__Exercise goal__
Every line of the following records that includes "pixel" should be copied.

__Working data__

***

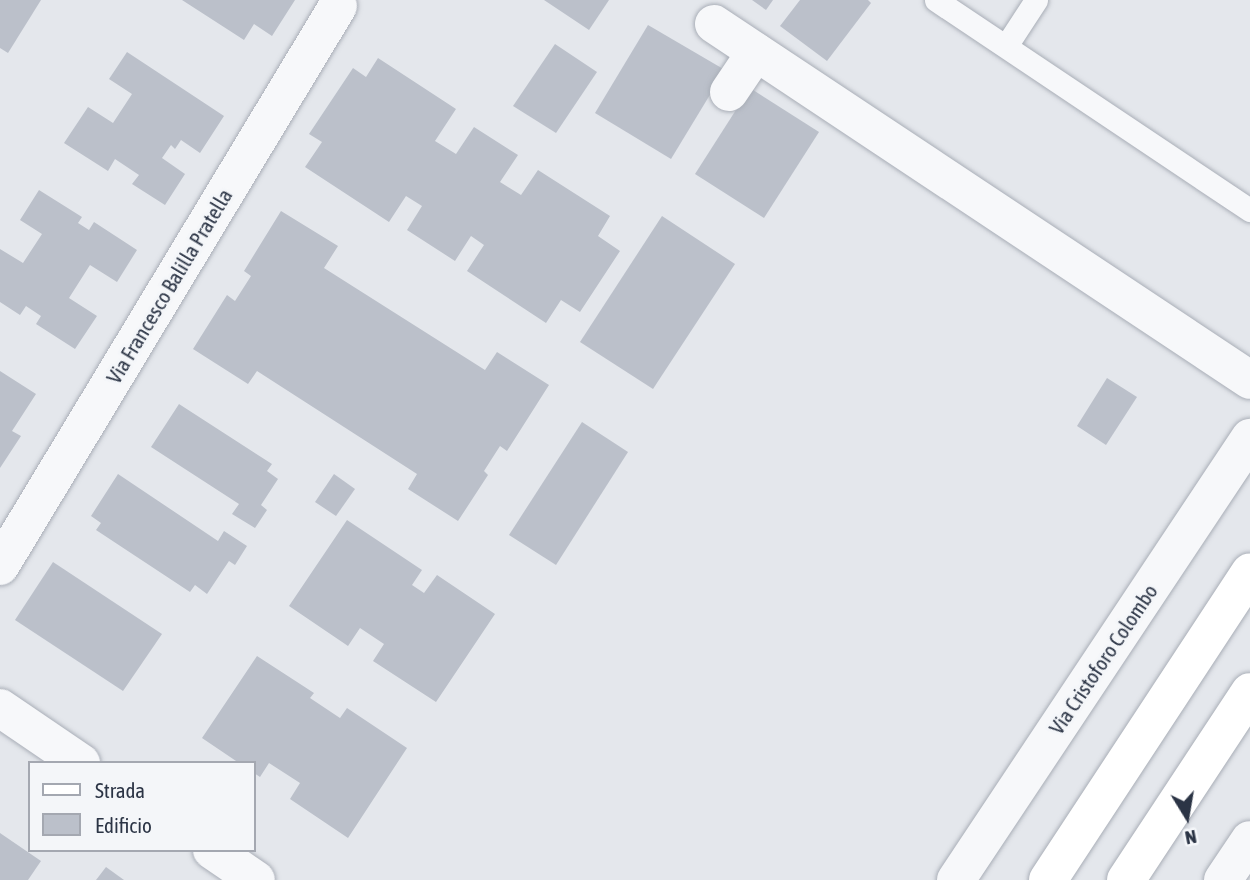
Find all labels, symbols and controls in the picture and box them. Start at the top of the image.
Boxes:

***

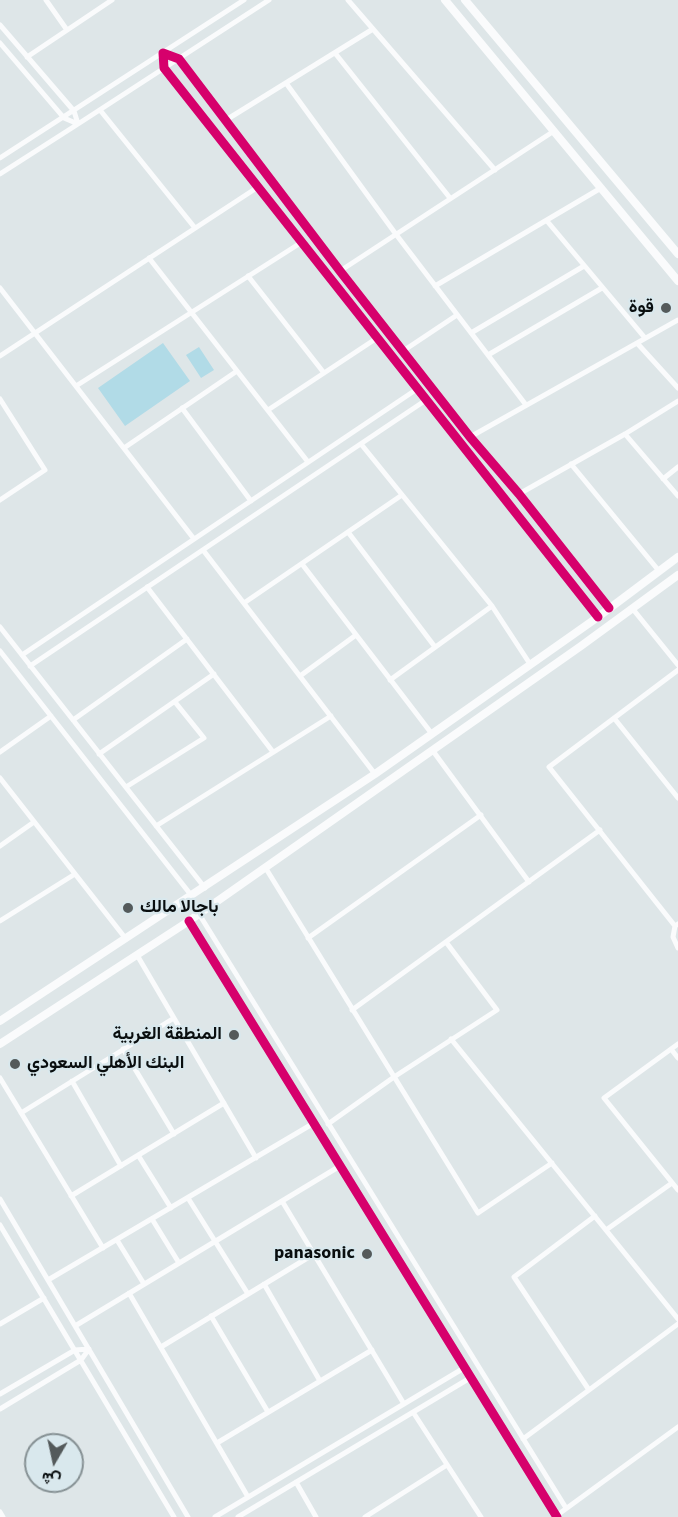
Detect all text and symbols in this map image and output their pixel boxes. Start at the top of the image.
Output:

***

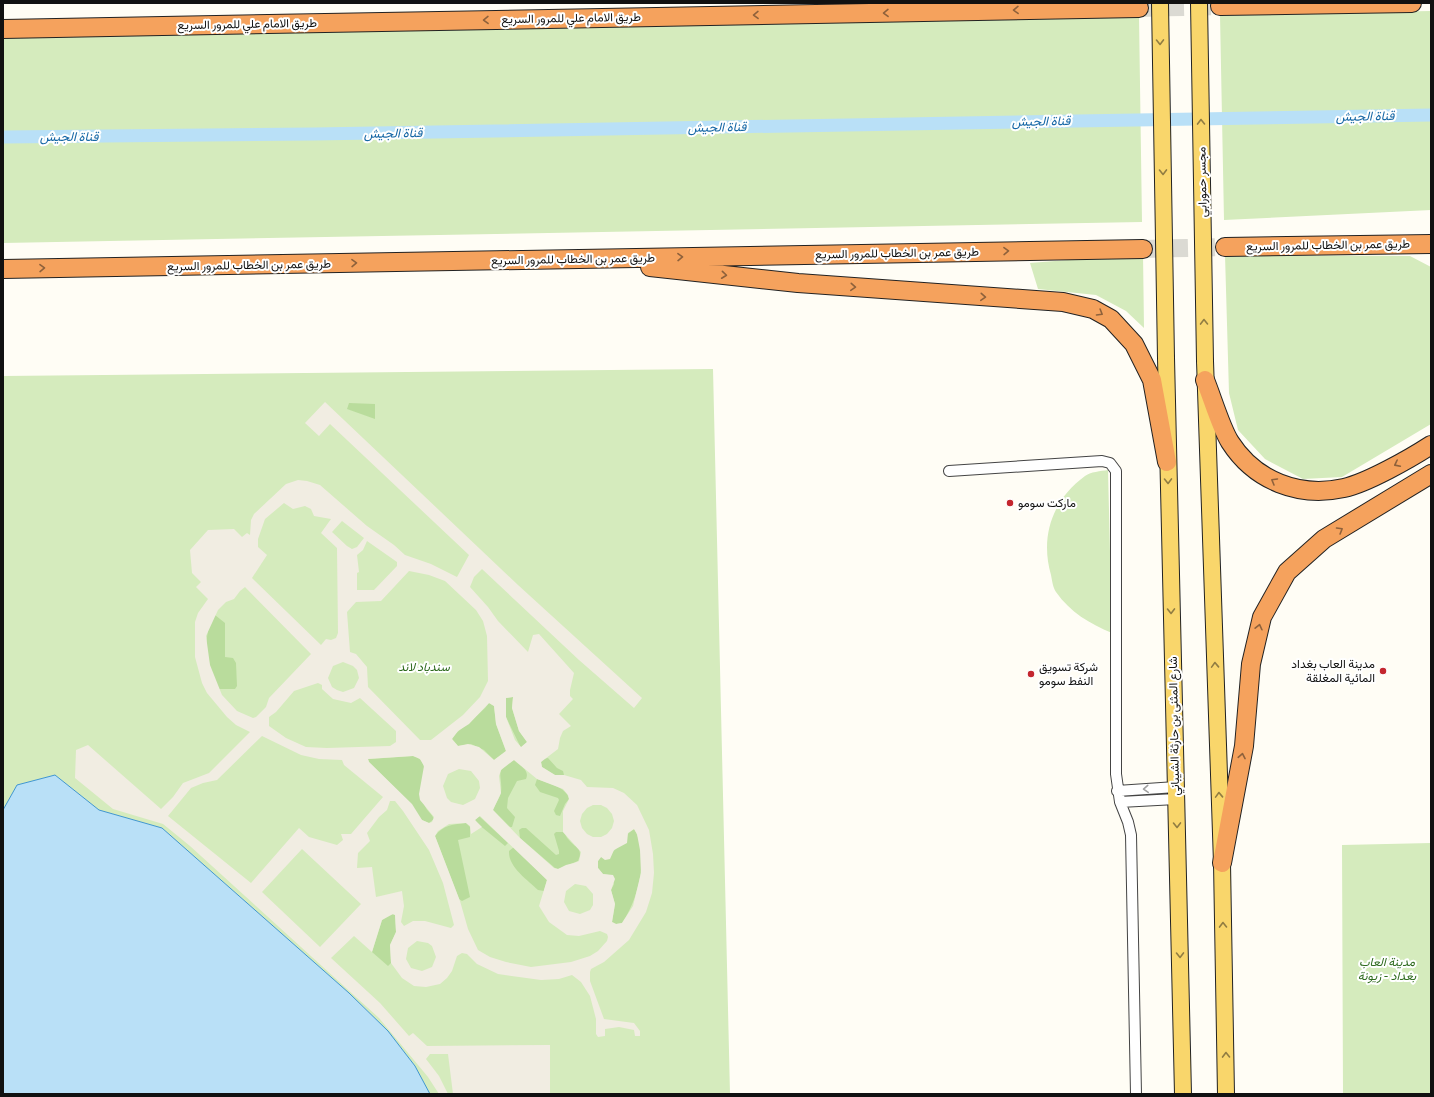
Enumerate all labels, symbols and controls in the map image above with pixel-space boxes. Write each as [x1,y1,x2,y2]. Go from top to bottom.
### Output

***

__Answer to this problem__
Detect all text and symbols in this map image and output their pixel boxes. Start at the top of the image.
Enumerate all labels, symbols and controls in the map image above with pixel-space boxes. Write each as [x1,y1,x2,y2]. Go from top to bottom.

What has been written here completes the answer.